**** Exercise materials ****

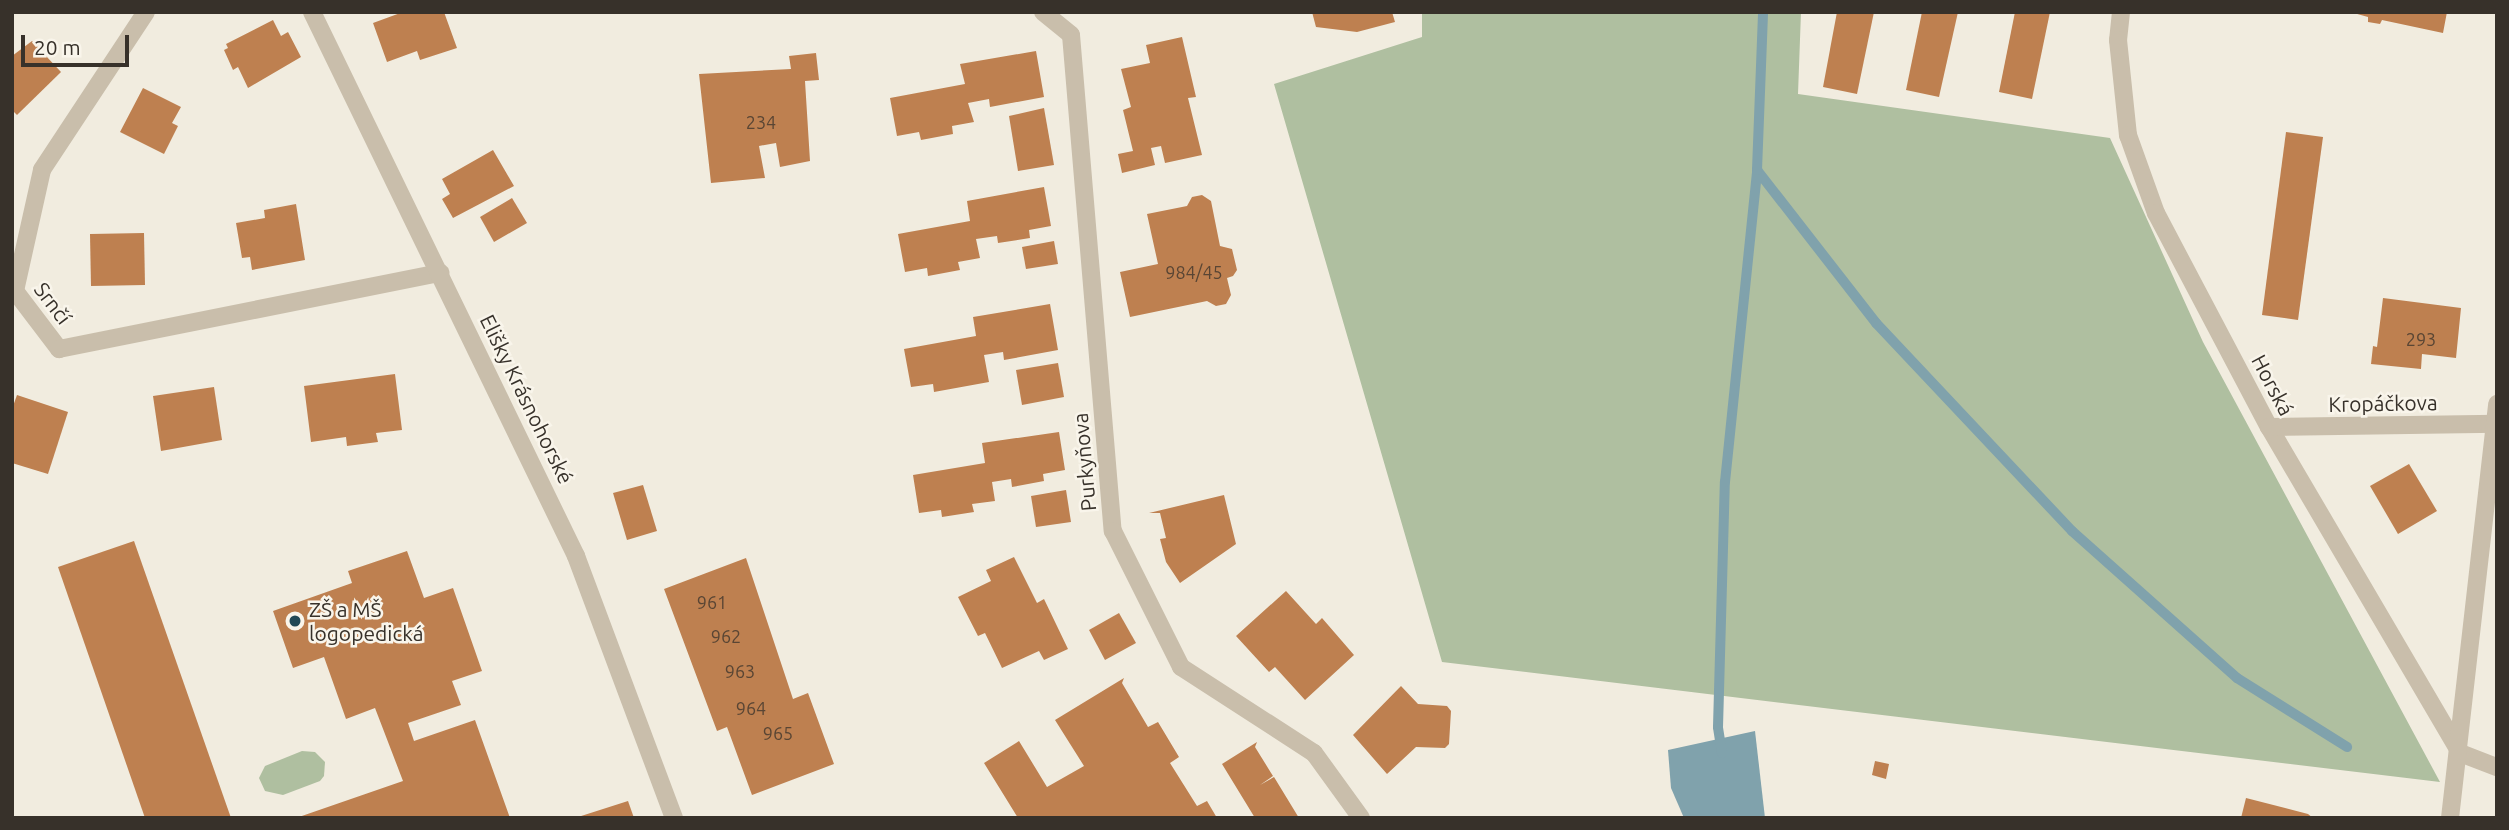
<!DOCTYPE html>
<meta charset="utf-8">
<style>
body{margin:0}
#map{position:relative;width:2509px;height:830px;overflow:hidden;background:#f1ecdf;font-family:Ubuntu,sans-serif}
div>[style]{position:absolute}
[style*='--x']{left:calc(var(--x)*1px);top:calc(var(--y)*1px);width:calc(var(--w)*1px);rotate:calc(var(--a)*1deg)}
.green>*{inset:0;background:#afbfa0}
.water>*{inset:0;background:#80a2ac}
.stream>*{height:10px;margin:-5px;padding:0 5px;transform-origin:5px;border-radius:5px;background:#80a2ac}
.building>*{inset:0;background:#be8050}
.minor>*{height:18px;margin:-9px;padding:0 9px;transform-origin:9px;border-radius:9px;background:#c9beab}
.dots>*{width:19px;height:19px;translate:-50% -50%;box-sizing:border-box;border:4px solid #f9f5eb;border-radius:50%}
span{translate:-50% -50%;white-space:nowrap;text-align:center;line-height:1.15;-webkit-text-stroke:5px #f9f5eb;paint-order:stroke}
.number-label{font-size:18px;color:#594534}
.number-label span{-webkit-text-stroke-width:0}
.street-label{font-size:21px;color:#37312a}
.poi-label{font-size:21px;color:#37312a}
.left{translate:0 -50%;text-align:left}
.frame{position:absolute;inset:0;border:14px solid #37312a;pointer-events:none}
.scale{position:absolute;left:21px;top:35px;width:108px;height:32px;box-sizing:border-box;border:4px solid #37312a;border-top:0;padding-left:9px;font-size:21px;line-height:24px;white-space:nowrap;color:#37312a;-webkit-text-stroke:5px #f9f5eb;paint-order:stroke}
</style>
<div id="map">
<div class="green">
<i style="clip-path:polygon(1422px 12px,1801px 12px,1798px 94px,2110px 138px,2203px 342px,2440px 782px,1442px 662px,1274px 84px,1422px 37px)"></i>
<i style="clip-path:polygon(302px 751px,315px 752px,325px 762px,324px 776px,320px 781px,283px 795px,265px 791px,259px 778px,265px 766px)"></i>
</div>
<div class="water">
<i style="clip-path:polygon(1755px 731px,1765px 818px,1684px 818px,1671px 788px,1668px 750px)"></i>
</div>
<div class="stream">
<i style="--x:1757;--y:170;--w:194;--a:52.1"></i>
<i style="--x:1876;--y:323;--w:286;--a:46.7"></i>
<i style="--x:2072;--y:531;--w:221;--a:41.7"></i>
<i style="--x:2237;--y:678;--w:130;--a:32.1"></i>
<i style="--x:1722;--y:753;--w:26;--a:-99"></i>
<i style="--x:1718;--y:727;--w:245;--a:-88.4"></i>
<i style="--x:1725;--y:482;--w:314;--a:-84.1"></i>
<i style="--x:1757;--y:170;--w:158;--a:-87.8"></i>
</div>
<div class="building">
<i style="clip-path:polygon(403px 12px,444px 12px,457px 48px,420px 60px,417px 51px,387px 62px,373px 23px)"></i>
<i style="clip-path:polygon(1312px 12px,1392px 12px,1395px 22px,1357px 32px,1316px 27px)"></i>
<i style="clip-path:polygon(1837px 12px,1874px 12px,1857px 94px,1823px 87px)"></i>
<i style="clip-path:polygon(1922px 12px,1958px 12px,1939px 97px,1906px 90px)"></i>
<i style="clip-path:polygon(2015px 12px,2050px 12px,2032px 99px,1999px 92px)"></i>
<i style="clip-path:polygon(2350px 12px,2447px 12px,2443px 33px,2382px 20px,2380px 24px,2368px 22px,2368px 17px)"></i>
<i style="clip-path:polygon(273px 20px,281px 36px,288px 32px,301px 57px,248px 88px,238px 67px,233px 70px,224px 50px,228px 48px,226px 44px)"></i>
<i style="clip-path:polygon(1182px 37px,1196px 97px,1188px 98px,1202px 155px,1165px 163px,1161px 146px,1151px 148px,1155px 165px,1122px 173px,1118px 154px,1133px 151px,1123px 110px,1131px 107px,1121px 69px,1150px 63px,1146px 45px)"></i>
<i style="clip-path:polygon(32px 41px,61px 72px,17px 115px,12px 110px,12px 56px)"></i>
<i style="clip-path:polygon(1036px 51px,1044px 97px,990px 107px,989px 99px,968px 103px,974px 122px,952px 126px,953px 134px,921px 140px,919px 132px,897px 136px,890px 98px,965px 84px,960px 64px)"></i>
<i style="clip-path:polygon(816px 53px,819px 80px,805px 81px,810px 161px,780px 167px,776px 143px,759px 146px,765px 178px,711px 183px,699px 74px,791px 69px,789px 56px)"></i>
<i style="clip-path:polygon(143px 88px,181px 107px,172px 123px,178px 126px,164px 154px,120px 132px)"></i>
<i style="clip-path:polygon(1044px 108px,1054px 165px,1018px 171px,1009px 116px)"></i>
<i style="clip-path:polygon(2286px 132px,2323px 137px,2298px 320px,2262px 315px)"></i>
<i style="clip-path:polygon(493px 150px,514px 186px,453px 218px,442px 199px,450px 194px,442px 179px)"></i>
<i style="clip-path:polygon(1044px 187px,1051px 226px,1029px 230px,1030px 238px,998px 243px,997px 236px,976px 239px,980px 258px,958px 262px,960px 270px,928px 276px,927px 268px,905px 272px,898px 234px,970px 221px,967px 201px)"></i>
<i style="clip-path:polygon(1202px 195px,1211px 201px,1220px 246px,1232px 249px,1237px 270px,1233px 276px,1227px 278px,1231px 295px,1226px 304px,1216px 306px,1207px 301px,1130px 317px,1120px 272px,1158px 264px,1147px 214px,1187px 206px,1192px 197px)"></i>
<i style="clip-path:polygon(512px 198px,527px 223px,494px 242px,480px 217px)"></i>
<i style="clip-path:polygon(296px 204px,305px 260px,252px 270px,250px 257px,242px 258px,236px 223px,265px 218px,264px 210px)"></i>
<i style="clip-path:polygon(144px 233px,145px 285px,91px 286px,90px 234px)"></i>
<i style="clip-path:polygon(1054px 241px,1058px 264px,1026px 269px,1022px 247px)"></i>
<i style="clip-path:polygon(2383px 298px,2461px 308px,2456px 358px,2422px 354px,2421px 369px,2371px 364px,2373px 346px,2377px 347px)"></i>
<i style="clip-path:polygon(1050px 304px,1058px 350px,1004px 360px,1003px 352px,984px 355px,989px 382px,934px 392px,933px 384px,911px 387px,904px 349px,976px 336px,973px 317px)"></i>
<i style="clip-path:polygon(1058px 363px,1064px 397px,1022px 405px,1016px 370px)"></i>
<i style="clip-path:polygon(395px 374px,402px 430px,376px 433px,378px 442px,347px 446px,346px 437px,311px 442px,304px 386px)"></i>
<i style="clip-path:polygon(214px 387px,222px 440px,161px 451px,153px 396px)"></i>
<i style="clip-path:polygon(17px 395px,68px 412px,48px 474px,12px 463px,12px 409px)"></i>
<i style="clip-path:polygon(1059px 432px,1065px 470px,1043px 474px,1044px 481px,1012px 487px,1011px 479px,992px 482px,995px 501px,972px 504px,974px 512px,942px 517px,941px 510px,919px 513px,913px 475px,985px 463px,982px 443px)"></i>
<i style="clip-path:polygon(2409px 464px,2437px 511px,2398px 534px,2370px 486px)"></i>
<i style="clip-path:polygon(643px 485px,657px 531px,627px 540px,613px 493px)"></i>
<i style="clip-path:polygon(1066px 490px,1071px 522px,1036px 527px,1031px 496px)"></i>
<i style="clip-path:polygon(1224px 495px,1236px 544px,1180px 583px,1166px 562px,1160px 539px,1166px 538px,1160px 513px,1149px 513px)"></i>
<i style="clip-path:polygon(134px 541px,231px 818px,145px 818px,58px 567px)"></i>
<i style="clip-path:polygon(407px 551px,424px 598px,453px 588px,482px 671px,452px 681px,461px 705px,408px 723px,414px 741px,475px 720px,510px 818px,296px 818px,403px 781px,375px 708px,346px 719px,324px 657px,293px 668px,273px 611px,352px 583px,348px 571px)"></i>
<i style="clip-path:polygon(1014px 557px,1037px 603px,1044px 599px,1068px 649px,1044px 660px,1039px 651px,1002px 668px,985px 633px,978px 636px,958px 597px,991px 581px,986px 570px)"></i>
<i style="clip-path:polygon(746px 558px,793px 699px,808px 693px,834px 764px,752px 795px,727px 727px,717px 731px,664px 589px)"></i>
<i style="clip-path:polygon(1286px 591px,1316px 624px,1322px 618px,1354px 655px,1305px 700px,1275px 667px,1269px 672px,1236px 636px)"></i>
<i style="clip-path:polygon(1119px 613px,1136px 643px,1105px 660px,1089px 630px)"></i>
<i style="clip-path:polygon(1124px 678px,1122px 683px,1148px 727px,1158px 722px,1179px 757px,1170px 763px,1197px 806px,1207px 801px,1217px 818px,1018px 818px,984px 763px,1019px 741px,1047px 787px,1084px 766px,1055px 720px)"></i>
<i style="clip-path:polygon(1401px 686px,1418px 704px,1447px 706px,1451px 711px,1449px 744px,1445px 748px,1416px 747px,1387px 774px,1353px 735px)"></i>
<i style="clip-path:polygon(1257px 742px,1255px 747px,1273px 776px,1260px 785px,1274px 777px,1299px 818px,1255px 818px,1222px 764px)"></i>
<i style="clip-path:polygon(1875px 761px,1889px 764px,1886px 779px,1872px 775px)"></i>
<i style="clip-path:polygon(2246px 798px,2308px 814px,2313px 818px,2241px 818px)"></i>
<i style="clip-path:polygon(628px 801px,634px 818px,578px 818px,578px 817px)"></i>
</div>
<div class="minor">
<i style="--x:146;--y:12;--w:189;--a:123.4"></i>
<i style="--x:42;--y:170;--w:124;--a:102.6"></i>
<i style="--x:15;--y:291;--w:73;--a:52.8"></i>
<i style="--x:59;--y:349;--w:389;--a:-11.3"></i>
<i style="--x:312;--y:12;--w:605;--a:64.11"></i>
<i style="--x:576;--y:556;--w:280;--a:69.5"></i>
<i style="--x:1043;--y:12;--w:36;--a:39"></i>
<i style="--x:1071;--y:35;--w:498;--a:85.2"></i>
<i style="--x:1113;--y:531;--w:152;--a:63.4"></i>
<i style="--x:1181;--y:667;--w:158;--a:32.9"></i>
<i style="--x:1314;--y:753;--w:80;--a:54.1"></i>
<i style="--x:2121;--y:12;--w:28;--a:96"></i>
<i style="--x:2118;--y:40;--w:96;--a:84"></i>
<i style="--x:2128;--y:135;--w:83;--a:70.3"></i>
<i style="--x:2156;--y:213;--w:242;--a:62.2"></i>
<i style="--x:2269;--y:427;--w:378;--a:59.6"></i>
<i style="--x:2269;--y:427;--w:228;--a:-0.8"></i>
<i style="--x:2460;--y:753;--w:40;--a:21"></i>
<i style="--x:2450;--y:818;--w:417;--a:-83.5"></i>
</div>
<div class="dots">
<i style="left:295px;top:621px;background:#224956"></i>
</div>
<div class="number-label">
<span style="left:761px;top:122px">234</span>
<span style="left:1194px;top:272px">984/45</span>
<span style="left:2421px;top:339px">293</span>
<span style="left:712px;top:602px">961</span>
<span style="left:726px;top:636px">962</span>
<span style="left:740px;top:671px">963</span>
<span style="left:751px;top:708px">964</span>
<span style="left:778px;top:733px">965</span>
</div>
<div class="street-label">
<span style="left:53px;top:303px;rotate:53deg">Srnčí</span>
<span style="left:2273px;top:385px;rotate:62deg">Horská</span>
<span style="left:527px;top:399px;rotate:64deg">Elišky Krásnohorské</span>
<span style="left:2383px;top:403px;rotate:-1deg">Kropáčkova</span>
<span style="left:1084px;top:462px;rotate:-95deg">Purkyňova</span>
</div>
<div class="poi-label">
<span class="left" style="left:309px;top:621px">ZŠ a MŠ<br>logopedická</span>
</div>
<div class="frame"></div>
<div class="scale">20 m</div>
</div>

****

■ Problem requirements ■
Look over the listing. Pull out every line with the string "stream" in it.

■ Exercise solution ■
.stream>*{height:10px;margin:-5px;padding:0 5px;transform-origin:5px;border-radius:5px;background:#80a2ac}
<div class="stream">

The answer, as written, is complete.